Training tip number five, the training has to be consistent. Both dogs and AI algorithms know only what they’ve been shown. So it’s critical that the training data set is a truth set. And it has to be consistent. For instance, if you teach your dog one day that sitting gets him a treat, but the next day you forget to give him a treat when he sits, he’s going to get confused, and you won’t get the results you’re looking for.
Kyra:
You have to be very consistent. If your dog is not allowed to jump on you when you’re wearing good clothes, then he shouldn’t be allowed to jump on you when you’re wearing play clothes. This consistency will make it easier for him to learn.
Jake:
What happens if you’re not consistent?
Kyra:
Well, like everything in life, you’re going to get out of it what you put into it. So garbage in garbage out, right? The best animal trainers are the ones that are not sloppy, but instead think through what it is that they want and how they’re going to get it.
Jake:
Algorithms are the same. And the surest way to know that your training data is consistent is ensuring it’s the truth. Having a truth set is a huge differentiator in the AI marketplace. All in, there’s a key principle here. Blame the trainer or the data, not the algorithm.
Kyra:
Well there’s the saying in dog training. It’s always the trainer’s fault.
Jake:
Kyra, thank you so much for joining us.
Kyra:
Thanks for having me, Jake. It was a pleasure.
Jake:
By the way, if you’ve got a dog and these days you probably do. Be sure to pick up Kyra’s new book The Joy of Dog Training.
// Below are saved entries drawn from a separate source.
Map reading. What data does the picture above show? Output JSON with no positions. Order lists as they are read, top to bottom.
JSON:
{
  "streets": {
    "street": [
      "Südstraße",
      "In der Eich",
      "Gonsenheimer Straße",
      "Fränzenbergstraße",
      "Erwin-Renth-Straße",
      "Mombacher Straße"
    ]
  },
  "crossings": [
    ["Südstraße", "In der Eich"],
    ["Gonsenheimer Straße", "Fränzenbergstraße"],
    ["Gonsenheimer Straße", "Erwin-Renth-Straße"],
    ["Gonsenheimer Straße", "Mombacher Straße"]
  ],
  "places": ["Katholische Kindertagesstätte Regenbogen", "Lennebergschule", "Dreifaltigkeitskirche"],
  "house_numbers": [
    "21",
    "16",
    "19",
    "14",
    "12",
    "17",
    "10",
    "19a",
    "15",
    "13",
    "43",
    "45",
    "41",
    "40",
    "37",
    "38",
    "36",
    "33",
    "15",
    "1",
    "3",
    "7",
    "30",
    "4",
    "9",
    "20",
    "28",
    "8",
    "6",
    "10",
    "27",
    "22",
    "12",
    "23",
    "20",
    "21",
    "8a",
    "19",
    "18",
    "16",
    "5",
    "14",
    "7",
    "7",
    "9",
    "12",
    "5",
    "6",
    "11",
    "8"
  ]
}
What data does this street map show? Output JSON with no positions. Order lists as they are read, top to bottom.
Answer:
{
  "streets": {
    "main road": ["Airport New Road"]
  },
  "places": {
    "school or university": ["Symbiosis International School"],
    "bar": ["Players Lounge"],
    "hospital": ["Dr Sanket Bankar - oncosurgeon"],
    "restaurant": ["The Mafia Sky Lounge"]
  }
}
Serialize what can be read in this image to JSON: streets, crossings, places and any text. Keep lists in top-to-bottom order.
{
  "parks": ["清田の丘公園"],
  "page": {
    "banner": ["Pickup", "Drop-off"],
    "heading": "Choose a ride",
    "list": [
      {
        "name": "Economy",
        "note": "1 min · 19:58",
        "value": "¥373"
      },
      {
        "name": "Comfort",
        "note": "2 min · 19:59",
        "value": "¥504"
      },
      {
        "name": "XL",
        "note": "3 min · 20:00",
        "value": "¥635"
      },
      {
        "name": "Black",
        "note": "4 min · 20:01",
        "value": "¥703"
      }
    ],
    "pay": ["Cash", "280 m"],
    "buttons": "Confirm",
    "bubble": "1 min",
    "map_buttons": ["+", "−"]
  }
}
It’s a thorough book of rules for training your dog Kyra’s way, simple step by step and positive.
Dogs and algorithms can learn pretty much anything, you can train a dog to attack people if you really want to. And the same is true for an algorithm. You can train an algorithm to create fraud or to spread malware, for example, just as effectively as you can teach it to detect fraud or fight malware. When you see an algorithm that’s not performing the way you want it to perform, remember, it’s not about bad algorithms and good algorithms. It’s about the quality of the training set and the quality of the trainer surface level stuff. Okay, so diversity, one trick at a time, continuous training, positive reinforcement, truth and consistency, five tips for training an effective algorithm.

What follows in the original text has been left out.